You’ll notice in the output$tbl section of the server, I produce one table for viewing within the app while the second table is stored for PDF purposes. I do this because I like the ggtextable() table better than the simple base R one, as it has more customizable options. Thus, I use that one for the PDF report. Here is what the server looks like:

server <- function(input, output){
  
  ## filter cylinder
  cyl_df <- reactive({
    
    req(input$cyl)
    
    d <- dat %>%
      filter(cyl == input$cyl)
    d
    
  })
  
  
  ## output plt1
  output$plt1 <- renderPlot({
    
    vals$plt1 <- cyl_df() %>%
      ggplot(aes(x = wt, y = mpg)) +
      geom_point(size = 4) +
      theme_bw() +
      labs(x = "wt",
           y = "mpg",
           title = "mpg ~ wt") +
    theme(axis.text = element_text(size = 12, face = "bold"),
          axis.title = element_text(size = 15, face = "bold"),
          plot.title = element_text(size = 20))
    
    vals$plt1
    
    
  })
  
  ## output table
  output$tbl <- renderTable({
    
    tbl_df <- cyl_df() %>%
      setNames(c("Car Type", "MPG", "CYL", "DISP", "HP", "DRAT", "WT", "QSEC", "VS", "AM", "GEAR", "CARB"))
    
    # store table for printing
    vals$tbl <- ggtexttable(tbl_df,
                            rows = NULL,
                            cols = c("Car Type", "MPG", "CYL", "DISP", "HP", "DRAT", "WT", "QSEC", "VS", "AM", "GEAR", "CARB"),
                            theme = ttheme('minimal',
                                           base_size = 12))
    
    # return table for viewing
    tbl_df
    
  })
  
  
  ## output plt2
  output$plt2 <- renderPlot({
    
    vals$plt2 <- cyl_df() %>%
      ggplot(aes(x = disp, y = hp)) +
      geom_point(size = 4) +
      theme_bw() +
      labs(x = "disp",
           y = "hp",
           title = "hp ~ disp") +
      theme(axis.text = element_text(size = 12, face = "bold"),
            axis.title = element_text(size = 15, face = "bold"),
            plot.title = element_text(size = 20))
    
    vals$plt2
    
  })
  
  
  ## The element vals will store all plots and tables
  vals <- reactiveValues(plt1=NULL,
                         plt2=NULL,
                         tbl=NULL)
  
  
  ## clicking on the export button will generate a pdf file 
  ## containing all stored plots and tables
  output$export = downloadHandler(
    filename = function() {"plots.pdf"},
    content = function(file) {
      pdf(file, onefile = TRUE, width = 15, height = 9)
      grid.arrange(vals$plt1,
                   vals$tbl,
                   vals$plt2,
                   nrow = 2,
                   ncol = 2)
      
      dev.off()
    })
}

Here is what the shiny app will look like when you run it:

When the user clicks the Download button on the upper left, they can save a PDF, which looks like this:

Notice that we are returned the plots and table from the {shiny} app, however we don’t have the overall title. I’m sure we could remedy this within the server, but what if we want to simply produce a PDF that looks exactly like what we see in the web app?

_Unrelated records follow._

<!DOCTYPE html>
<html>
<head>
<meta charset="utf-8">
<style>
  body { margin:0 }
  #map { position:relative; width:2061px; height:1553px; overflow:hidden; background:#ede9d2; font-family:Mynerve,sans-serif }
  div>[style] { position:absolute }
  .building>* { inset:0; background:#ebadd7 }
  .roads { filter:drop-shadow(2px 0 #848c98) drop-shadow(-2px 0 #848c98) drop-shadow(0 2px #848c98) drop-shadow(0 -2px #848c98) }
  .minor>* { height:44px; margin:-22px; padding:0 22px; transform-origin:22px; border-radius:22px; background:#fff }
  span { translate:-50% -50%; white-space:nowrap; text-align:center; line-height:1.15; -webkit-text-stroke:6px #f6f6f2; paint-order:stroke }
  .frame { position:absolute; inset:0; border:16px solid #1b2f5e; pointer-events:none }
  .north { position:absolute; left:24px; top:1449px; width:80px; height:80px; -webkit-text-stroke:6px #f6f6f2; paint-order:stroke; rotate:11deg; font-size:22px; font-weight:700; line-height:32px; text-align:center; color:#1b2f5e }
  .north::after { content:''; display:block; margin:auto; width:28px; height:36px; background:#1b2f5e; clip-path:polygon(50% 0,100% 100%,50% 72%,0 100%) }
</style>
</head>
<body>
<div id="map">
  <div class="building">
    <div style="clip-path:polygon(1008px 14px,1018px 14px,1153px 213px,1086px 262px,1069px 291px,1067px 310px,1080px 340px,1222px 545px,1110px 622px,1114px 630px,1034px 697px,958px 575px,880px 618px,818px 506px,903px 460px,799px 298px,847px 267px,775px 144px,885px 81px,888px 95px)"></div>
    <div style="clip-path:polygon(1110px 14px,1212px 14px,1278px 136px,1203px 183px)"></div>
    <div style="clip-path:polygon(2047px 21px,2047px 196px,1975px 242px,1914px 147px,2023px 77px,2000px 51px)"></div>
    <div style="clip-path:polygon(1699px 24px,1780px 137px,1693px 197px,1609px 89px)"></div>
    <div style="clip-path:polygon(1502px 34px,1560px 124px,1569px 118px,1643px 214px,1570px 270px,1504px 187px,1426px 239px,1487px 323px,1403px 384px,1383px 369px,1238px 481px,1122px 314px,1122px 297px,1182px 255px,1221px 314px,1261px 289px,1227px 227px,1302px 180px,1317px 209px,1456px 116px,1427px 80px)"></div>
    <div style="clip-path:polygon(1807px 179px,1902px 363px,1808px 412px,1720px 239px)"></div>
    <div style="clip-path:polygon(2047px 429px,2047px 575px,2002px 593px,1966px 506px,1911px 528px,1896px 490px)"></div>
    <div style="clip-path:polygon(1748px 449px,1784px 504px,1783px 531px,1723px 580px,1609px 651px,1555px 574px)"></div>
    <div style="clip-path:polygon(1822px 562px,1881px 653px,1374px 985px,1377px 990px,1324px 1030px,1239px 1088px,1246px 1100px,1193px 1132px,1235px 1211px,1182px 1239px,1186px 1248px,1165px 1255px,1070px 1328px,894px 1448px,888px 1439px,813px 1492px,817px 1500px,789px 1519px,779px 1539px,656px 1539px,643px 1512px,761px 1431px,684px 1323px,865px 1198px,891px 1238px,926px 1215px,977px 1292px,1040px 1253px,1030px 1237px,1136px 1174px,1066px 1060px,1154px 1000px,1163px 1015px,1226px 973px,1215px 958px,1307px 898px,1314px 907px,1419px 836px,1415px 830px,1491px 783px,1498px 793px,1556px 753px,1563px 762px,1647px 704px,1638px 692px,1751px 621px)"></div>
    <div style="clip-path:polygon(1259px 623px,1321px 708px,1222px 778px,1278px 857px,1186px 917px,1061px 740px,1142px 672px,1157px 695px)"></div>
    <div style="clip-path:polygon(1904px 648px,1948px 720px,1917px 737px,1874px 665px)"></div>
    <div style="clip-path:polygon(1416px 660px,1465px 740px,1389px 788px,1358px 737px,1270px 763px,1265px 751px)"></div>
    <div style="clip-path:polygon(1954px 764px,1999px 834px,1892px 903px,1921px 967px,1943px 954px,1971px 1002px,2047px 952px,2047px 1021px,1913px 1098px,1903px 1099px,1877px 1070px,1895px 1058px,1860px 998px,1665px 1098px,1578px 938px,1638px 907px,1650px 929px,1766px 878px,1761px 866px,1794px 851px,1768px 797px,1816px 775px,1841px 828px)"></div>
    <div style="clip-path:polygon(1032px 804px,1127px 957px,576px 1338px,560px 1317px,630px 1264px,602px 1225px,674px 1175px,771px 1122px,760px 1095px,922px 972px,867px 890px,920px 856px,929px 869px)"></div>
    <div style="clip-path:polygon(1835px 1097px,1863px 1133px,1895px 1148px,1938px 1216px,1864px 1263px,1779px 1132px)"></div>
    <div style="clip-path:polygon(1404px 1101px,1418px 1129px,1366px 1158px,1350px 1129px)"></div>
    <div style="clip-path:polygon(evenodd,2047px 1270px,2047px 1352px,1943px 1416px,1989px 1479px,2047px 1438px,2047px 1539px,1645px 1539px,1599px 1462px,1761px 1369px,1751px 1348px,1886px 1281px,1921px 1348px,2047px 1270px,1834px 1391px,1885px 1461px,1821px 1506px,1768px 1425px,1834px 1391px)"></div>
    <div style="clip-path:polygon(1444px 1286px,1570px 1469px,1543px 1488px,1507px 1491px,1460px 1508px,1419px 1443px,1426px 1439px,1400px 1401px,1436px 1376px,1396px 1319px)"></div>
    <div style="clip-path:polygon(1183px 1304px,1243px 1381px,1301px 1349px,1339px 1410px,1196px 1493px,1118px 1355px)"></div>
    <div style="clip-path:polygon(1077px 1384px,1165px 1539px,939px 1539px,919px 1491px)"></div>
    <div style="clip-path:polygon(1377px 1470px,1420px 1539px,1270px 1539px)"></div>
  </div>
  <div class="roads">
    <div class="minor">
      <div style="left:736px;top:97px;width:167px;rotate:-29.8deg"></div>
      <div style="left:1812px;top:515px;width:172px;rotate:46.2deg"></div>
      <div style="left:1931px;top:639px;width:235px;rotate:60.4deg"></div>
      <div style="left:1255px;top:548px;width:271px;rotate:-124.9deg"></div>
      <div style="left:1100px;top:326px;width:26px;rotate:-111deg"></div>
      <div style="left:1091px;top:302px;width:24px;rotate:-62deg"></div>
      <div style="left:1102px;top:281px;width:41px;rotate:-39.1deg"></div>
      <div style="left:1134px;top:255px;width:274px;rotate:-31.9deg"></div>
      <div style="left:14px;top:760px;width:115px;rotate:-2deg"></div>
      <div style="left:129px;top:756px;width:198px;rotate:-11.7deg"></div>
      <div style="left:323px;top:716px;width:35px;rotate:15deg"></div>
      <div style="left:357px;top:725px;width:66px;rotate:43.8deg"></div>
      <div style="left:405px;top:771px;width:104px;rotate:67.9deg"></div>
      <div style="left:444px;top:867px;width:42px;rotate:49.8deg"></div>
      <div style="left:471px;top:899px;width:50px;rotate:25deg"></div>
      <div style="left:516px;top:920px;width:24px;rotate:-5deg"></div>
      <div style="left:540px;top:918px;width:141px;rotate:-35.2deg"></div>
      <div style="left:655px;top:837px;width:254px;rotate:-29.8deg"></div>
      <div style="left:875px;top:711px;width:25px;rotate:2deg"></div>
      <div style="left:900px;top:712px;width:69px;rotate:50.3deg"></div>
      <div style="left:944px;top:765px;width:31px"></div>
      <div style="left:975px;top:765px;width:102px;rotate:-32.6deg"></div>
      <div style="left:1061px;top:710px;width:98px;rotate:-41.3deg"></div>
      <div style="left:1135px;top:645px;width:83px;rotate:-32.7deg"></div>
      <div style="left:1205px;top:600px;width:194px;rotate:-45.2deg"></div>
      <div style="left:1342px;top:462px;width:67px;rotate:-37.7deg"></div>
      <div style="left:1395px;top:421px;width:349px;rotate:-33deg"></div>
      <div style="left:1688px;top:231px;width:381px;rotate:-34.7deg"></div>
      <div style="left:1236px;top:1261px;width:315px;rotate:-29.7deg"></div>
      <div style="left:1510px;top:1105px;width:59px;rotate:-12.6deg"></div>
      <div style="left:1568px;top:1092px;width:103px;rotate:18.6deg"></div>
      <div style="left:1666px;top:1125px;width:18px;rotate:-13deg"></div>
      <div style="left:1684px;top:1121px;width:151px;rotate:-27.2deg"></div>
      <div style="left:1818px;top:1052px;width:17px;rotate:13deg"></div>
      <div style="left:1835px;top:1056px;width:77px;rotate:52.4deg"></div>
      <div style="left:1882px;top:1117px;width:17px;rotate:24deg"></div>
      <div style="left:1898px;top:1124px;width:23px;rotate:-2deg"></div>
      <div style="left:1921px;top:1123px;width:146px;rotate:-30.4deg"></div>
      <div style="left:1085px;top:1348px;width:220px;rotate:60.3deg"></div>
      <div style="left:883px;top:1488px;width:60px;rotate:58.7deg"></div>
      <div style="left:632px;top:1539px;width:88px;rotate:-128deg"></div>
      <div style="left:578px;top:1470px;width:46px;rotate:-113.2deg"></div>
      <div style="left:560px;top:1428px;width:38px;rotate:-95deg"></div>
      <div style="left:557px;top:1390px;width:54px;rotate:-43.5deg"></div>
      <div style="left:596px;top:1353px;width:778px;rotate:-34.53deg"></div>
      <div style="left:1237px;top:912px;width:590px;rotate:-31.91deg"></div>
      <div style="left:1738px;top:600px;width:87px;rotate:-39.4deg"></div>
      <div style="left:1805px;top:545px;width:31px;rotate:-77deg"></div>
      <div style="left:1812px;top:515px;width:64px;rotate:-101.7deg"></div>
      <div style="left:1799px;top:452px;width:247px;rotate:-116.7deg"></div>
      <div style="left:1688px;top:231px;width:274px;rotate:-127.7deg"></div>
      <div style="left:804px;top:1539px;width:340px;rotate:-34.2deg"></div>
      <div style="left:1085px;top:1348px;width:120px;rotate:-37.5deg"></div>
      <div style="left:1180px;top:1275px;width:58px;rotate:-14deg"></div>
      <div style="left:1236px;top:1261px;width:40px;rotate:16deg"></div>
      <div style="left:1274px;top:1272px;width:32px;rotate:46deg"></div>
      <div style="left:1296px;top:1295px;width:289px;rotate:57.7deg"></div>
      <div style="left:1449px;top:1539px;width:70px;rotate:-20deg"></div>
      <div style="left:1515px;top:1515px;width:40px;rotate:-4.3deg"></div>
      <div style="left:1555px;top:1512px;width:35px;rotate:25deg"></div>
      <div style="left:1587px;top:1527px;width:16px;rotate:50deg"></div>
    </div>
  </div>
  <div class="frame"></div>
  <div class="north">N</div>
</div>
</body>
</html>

App 2: Take a screen shot of your shiny app!

If we want to have the downloadable output look exactly like the web app, we can use the package {shinyscreentshot}.

The user interface of the app will remain the same. The server will change as you no longer need to store the plots. You simply need to add an observeEvent() function and tell R that you want to take a screenshot of the page once the button is pressed!

Since we are taking a screen shot I also took the liberty of changing the table of data to a {DT} table. I like {DT} tables better because they are interactive and have more functionality. In the previous {shiny} app it was harder to use that sort of interactive table and store it for PDF printing. Since we are taking a screenshot, it opens up a lot more options for us to customize the output.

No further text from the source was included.